_Exercise goal:_ Please show every line from the entries that carries the word "halo".

_The records:_
[Start of section]

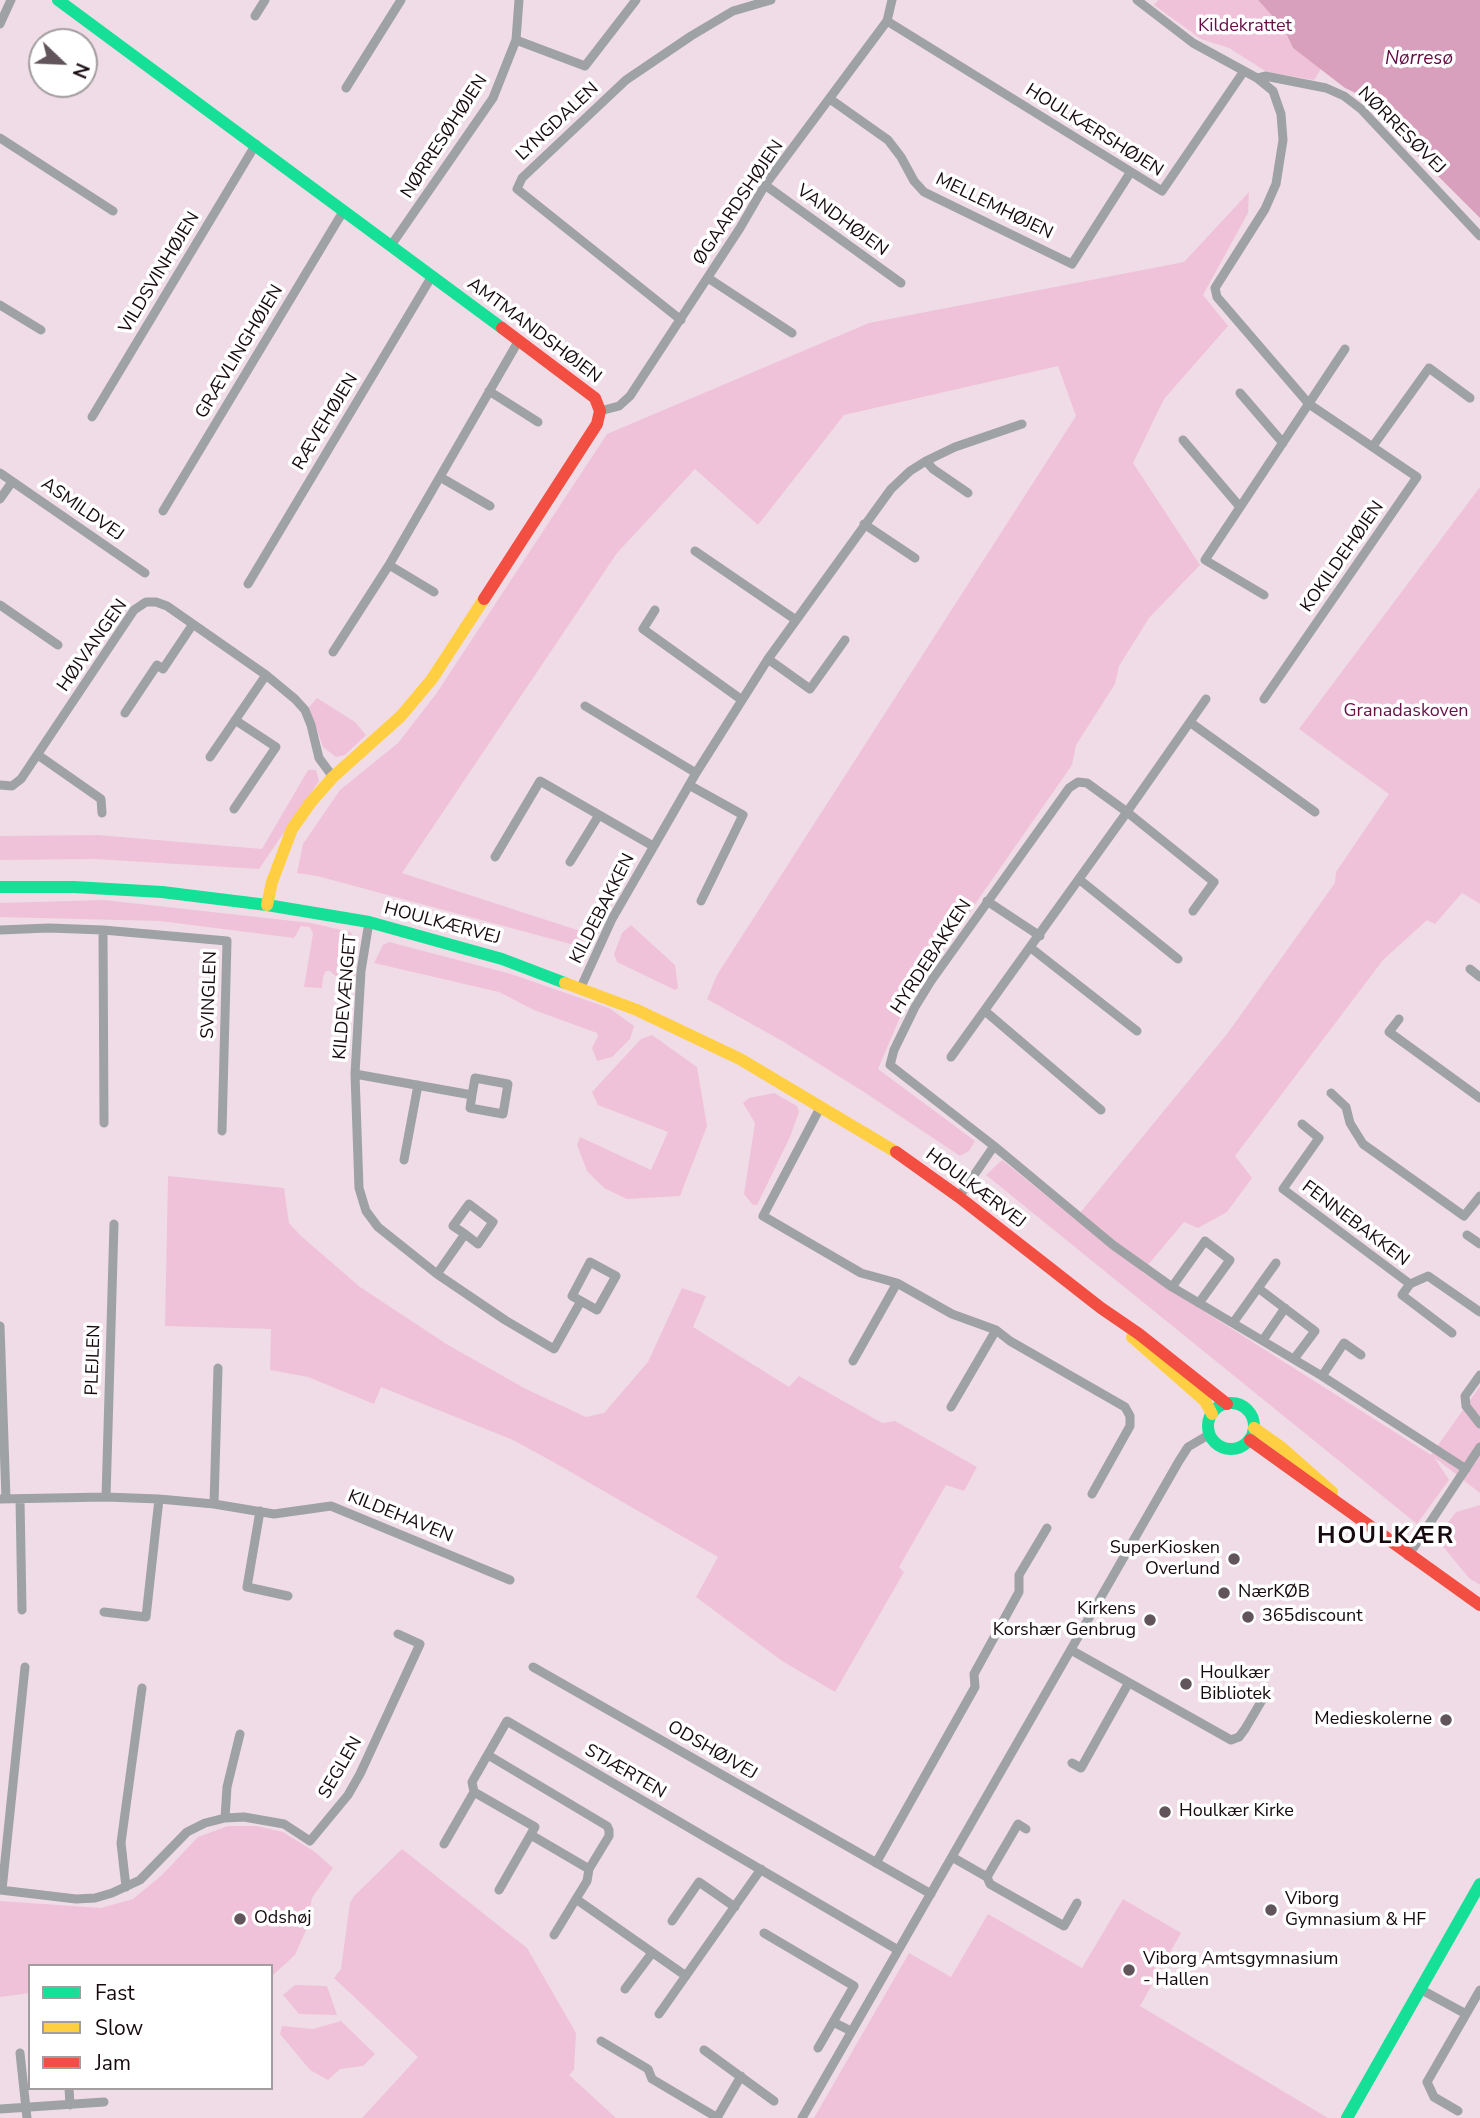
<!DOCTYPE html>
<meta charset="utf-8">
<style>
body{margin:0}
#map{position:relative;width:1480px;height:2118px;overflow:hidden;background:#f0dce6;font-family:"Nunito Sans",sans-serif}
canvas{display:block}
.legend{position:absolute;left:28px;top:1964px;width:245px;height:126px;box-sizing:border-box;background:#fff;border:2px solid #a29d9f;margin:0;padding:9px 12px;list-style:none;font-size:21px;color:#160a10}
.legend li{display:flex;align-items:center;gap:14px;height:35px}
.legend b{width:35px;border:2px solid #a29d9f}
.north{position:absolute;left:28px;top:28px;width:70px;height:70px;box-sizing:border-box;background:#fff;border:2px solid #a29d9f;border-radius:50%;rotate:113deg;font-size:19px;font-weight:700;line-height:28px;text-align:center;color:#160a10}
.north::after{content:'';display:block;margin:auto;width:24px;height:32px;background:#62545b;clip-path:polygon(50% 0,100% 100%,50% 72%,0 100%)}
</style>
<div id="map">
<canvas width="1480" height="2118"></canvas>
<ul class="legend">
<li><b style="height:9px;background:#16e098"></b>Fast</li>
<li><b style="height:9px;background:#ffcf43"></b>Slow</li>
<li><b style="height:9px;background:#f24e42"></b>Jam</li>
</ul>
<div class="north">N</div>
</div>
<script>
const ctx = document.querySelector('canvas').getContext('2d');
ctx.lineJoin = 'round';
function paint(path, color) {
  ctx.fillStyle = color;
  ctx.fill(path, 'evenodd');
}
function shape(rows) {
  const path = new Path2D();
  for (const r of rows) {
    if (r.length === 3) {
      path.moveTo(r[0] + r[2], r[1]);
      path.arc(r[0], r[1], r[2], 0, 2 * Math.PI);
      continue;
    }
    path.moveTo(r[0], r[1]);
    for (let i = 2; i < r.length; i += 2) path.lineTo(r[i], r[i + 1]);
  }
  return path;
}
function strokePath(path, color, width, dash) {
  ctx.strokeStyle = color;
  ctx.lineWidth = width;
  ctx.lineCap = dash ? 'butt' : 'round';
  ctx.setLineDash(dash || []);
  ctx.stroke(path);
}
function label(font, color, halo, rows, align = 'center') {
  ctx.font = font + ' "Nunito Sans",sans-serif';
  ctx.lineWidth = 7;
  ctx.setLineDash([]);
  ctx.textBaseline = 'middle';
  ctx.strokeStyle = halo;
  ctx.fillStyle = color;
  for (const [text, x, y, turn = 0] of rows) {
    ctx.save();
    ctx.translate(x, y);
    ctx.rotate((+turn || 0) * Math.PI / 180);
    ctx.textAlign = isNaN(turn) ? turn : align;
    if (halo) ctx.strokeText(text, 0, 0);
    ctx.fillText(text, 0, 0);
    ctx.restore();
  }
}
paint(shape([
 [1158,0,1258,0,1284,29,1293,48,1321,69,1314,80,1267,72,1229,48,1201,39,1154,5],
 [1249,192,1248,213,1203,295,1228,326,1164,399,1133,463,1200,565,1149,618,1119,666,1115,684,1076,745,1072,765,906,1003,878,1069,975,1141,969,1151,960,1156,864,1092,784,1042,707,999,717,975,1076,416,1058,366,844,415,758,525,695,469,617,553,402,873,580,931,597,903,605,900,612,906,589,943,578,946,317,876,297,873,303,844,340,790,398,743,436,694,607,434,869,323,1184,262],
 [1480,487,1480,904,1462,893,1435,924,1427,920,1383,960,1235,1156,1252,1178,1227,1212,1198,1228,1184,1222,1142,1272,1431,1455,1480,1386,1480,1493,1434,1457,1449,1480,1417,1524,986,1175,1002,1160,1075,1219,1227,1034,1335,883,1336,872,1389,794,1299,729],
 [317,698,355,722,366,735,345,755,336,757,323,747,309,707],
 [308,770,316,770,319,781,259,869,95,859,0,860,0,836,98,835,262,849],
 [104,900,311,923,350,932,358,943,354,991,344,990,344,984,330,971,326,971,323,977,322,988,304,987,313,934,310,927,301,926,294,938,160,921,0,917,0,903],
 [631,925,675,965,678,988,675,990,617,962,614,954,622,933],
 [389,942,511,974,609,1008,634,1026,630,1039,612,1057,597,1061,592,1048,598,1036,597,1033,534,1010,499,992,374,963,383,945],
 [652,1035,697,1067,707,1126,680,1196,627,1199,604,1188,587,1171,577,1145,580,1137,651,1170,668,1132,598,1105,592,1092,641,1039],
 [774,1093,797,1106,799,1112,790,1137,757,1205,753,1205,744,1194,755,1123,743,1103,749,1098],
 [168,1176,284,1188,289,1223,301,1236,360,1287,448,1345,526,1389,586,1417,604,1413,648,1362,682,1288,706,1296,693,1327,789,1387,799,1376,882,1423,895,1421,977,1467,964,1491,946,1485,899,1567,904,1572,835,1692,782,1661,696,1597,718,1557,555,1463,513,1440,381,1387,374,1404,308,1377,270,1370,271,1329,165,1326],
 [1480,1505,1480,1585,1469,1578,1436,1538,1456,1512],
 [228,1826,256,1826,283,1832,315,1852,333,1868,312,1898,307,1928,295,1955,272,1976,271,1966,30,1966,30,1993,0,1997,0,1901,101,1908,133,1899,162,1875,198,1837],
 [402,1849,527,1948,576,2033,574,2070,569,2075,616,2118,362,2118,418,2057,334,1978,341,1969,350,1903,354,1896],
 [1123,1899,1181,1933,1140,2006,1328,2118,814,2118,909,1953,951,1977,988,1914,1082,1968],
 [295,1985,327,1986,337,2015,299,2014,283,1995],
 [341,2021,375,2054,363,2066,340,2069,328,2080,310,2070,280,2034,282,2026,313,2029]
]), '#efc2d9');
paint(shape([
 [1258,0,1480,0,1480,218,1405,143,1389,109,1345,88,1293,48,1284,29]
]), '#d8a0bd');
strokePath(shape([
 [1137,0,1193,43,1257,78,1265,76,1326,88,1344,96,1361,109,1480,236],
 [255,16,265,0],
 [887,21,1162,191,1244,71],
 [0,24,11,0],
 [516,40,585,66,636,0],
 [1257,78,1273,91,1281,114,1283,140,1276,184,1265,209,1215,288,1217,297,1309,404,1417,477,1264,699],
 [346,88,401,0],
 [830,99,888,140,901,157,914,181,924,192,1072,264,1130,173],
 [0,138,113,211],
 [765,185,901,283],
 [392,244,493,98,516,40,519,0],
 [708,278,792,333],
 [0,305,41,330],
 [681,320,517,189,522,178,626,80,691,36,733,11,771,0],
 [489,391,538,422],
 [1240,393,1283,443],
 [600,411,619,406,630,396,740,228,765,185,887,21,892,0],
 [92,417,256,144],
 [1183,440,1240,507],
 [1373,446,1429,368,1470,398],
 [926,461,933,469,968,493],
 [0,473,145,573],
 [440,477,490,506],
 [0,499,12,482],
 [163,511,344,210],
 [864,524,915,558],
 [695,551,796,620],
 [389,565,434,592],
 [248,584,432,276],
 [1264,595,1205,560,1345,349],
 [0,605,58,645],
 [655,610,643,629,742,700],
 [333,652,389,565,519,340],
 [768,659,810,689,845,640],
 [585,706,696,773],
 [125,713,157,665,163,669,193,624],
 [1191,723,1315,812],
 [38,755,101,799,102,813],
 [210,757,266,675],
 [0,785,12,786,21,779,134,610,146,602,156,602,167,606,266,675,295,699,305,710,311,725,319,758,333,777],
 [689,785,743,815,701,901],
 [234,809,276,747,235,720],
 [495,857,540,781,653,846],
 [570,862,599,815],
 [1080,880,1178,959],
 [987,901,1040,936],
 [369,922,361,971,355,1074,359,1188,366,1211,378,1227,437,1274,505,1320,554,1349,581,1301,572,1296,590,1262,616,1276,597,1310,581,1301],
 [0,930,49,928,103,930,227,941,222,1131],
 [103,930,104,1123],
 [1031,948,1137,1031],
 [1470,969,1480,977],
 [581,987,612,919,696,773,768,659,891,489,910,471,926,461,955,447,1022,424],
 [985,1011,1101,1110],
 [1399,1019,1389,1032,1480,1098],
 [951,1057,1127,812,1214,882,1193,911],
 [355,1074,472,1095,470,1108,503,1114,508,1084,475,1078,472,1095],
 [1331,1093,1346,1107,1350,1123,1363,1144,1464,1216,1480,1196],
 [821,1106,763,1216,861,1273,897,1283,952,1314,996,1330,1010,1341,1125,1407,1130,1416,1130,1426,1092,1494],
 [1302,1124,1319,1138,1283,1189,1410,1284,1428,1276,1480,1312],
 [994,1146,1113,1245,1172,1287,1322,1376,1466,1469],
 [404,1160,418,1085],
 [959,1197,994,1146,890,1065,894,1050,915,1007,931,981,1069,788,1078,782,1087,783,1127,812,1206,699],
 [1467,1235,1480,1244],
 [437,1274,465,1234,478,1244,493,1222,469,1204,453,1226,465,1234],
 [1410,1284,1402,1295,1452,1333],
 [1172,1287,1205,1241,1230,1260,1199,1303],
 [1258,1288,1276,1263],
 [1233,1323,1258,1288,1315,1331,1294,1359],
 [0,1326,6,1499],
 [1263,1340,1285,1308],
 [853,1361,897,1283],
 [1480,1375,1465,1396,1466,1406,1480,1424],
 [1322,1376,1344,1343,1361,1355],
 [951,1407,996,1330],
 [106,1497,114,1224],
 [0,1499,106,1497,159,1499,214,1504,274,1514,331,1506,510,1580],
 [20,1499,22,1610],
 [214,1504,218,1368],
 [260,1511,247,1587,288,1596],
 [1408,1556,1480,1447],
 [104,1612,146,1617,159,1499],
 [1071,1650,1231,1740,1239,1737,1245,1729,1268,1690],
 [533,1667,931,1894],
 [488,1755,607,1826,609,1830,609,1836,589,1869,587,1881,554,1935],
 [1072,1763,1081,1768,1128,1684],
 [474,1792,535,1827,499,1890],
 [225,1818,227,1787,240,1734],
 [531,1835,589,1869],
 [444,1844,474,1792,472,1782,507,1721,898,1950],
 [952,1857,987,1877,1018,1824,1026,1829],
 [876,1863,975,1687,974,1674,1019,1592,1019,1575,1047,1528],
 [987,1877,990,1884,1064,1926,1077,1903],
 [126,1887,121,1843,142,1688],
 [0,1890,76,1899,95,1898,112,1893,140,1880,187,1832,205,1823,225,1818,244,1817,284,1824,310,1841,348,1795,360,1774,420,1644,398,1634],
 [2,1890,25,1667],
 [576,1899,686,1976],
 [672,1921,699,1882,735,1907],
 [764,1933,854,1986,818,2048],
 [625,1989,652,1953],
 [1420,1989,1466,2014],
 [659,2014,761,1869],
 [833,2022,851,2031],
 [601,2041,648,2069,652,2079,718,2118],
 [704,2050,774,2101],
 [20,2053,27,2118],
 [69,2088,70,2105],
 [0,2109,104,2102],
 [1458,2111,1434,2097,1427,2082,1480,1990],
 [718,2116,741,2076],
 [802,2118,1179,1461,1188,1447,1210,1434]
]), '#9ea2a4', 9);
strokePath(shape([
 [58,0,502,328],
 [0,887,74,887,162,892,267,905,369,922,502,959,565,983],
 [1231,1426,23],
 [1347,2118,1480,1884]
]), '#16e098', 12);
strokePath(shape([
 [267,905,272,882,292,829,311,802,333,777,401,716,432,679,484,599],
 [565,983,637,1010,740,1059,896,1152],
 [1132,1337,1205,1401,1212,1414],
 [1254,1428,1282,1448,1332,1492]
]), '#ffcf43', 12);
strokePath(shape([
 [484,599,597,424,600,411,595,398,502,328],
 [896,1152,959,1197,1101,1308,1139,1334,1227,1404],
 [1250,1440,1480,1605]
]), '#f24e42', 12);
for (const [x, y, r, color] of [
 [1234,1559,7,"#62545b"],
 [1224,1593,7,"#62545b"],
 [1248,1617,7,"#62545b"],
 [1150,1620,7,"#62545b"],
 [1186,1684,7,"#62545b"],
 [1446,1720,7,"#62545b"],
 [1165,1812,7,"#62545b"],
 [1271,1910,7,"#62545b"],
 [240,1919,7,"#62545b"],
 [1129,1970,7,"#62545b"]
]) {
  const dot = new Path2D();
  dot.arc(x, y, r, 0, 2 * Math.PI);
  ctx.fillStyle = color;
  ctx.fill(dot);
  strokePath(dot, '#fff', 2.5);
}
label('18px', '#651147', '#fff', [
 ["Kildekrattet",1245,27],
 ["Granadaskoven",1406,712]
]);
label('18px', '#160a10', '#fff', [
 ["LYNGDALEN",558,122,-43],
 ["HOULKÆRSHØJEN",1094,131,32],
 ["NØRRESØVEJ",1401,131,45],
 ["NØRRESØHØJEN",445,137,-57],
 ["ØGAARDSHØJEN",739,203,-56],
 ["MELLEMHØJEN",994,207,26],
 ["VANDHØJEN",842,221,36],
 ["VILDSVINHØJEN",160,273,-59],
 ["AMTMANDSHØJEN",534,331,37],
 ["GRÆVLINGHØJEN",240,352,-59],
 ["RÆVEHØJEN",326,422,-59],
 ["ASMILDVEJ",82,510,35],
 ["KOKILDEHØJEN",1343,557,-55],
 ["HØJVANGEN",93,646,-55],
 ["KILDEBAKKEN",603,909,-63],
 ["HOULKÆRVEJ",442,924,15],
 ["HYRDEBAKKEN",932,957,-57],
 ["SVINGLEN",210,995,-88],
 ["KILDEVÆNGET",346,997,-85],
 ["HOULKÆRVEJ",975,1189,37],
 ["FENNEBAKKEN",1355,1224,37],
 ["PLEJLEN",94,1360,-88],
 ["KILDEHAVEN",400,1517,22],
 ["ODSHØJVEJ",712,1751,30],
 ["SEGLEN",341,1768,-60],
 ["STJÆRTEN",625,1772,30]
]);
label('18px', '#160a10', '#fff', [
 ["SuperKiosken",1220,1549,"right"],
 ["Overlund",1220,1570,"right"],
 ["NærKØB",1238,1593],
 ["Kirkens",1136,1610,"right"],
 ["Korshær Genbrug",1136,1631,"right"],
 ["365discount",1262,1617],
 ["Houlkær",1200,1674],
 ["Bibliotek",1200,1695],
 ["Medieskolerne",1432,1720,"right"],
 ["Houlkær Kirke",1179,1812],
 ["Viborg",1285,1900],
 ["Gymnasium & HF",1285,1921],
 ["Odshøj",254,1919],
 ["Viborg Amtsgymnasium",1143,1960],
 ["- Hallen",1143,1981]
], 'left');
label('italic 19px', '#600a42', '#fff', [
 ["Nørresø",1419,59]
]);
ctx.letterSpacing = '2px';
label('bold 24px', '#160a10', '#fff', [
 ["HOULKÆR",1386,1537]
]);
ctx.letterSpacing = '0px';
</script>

[End of section]

_Finished task:_
function label(font, color, halo, rows, align = 'center') {
  ctx.strokeStyle = halo;
    if (halo) ctx.strokeText(text, 0, 0);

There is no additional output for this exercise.